EXTRACTED DATA
___

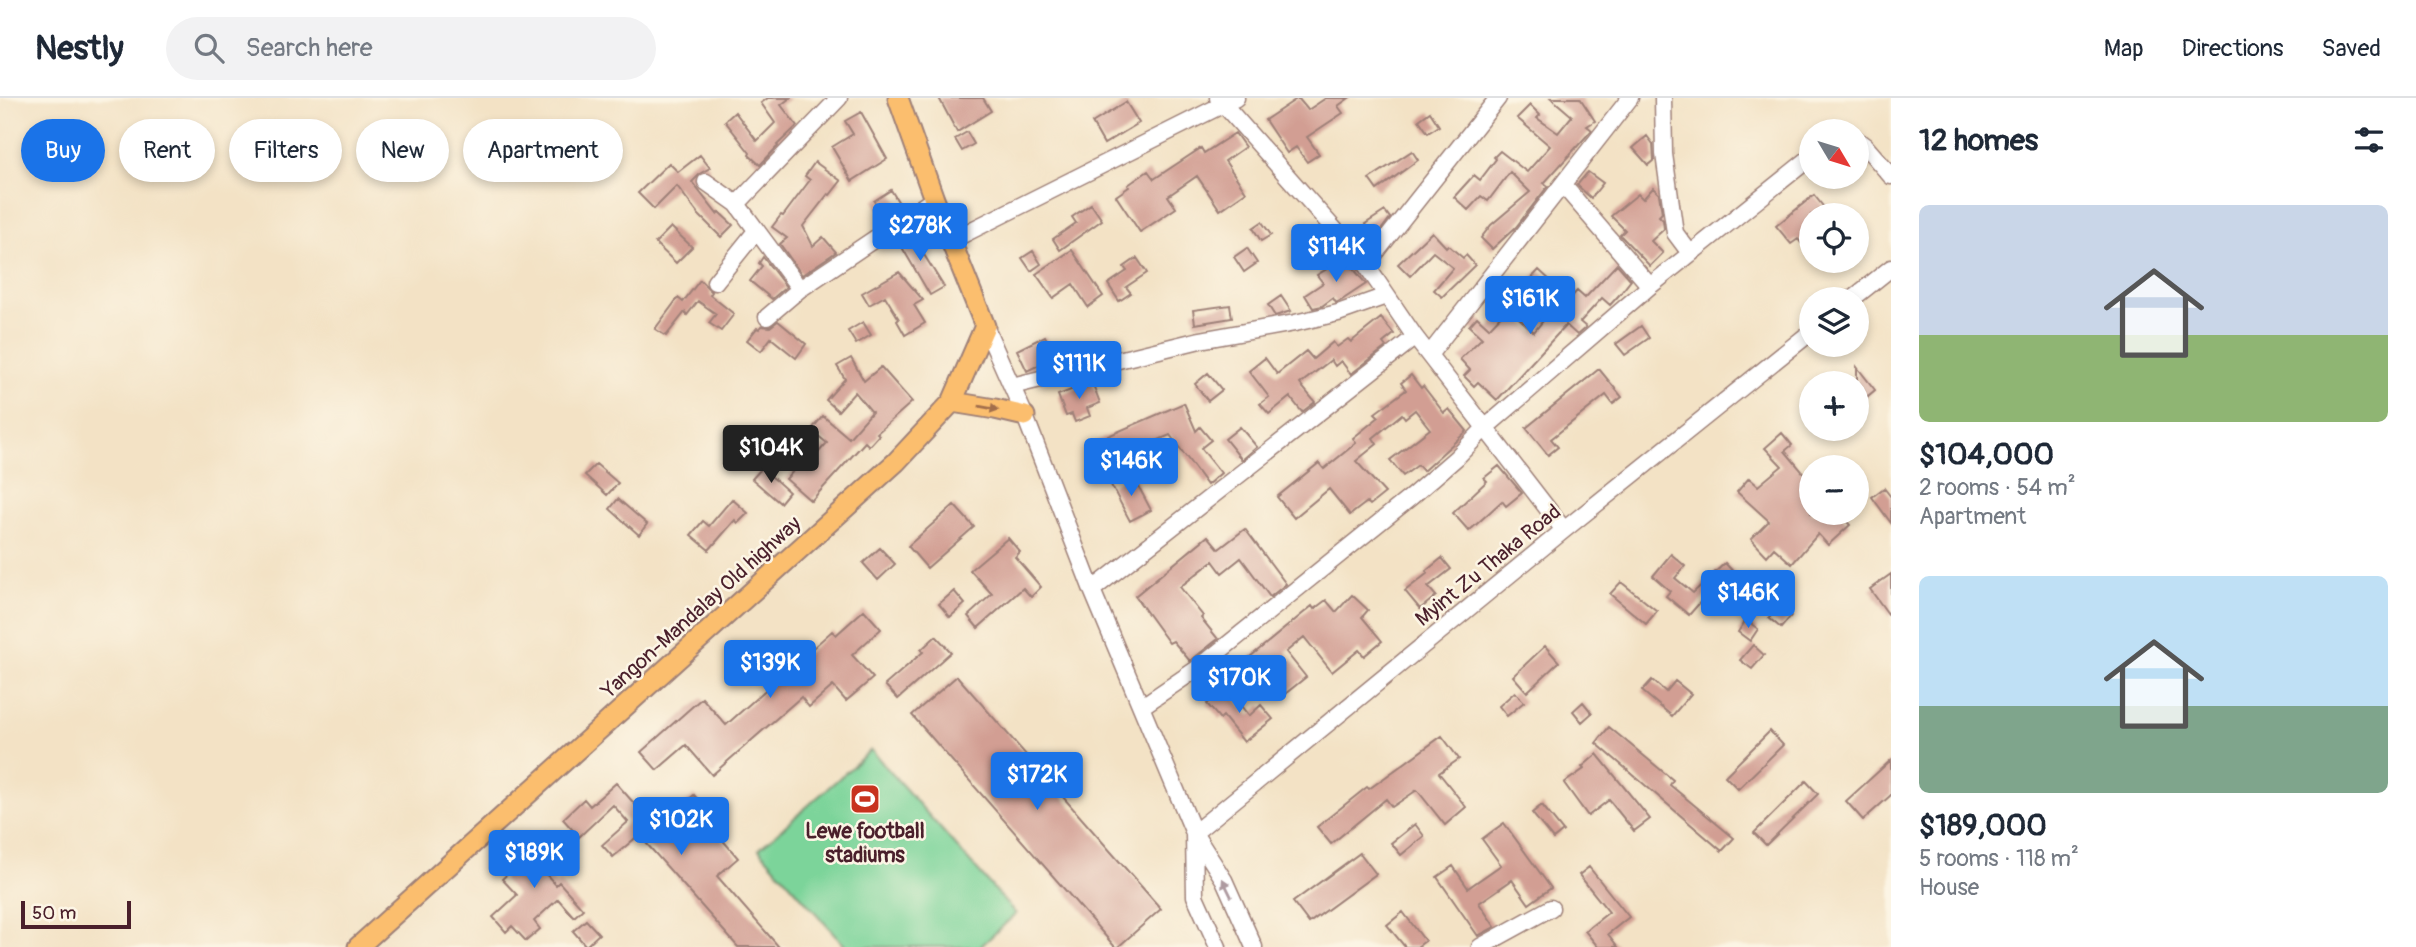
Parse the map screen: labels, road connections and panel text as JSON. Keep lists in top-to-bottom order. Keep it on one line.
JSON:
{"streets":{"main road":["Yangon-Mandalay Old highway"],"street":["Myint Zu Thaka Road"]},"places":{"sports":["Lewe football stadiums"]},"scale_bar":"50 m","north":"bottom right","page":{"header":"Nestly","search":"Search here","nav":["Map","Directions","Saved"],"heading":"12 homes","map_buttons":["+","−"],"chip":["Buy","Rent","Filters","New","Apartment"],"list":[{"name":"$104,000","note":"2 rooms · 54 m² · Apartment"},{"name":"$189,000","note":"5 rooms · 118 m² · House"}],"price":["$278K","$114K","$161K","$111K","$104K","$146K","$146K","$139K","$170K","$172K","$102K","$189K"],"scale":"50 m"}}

___

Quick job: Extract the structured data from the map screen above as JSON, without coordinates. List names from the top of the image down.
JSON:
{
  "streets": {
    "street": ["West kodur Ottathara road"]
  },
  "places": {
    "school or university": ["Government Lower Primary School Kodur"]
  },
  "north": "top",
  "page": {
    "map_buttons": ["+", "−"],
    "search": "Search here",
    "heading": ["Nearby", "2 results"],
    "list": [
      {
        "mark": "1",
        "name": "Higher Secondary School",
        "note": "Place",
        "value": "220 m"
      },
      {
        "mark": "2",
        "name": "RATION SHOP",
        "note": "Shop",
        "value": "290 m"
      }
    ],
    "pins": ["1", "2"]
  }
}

___

EXERCISE DESCRIPTION
Look through the material above and pick out each line holding the word "screen".

OUTPUT BELOW
Parse the map screen: labels, road connections and panel text as JSON. Keep lists in top-to-bottom order. Keep it on one line.
Quick job: Extract the structured data from the map screen above as JSON, without coordinates. List names from the top of the image down.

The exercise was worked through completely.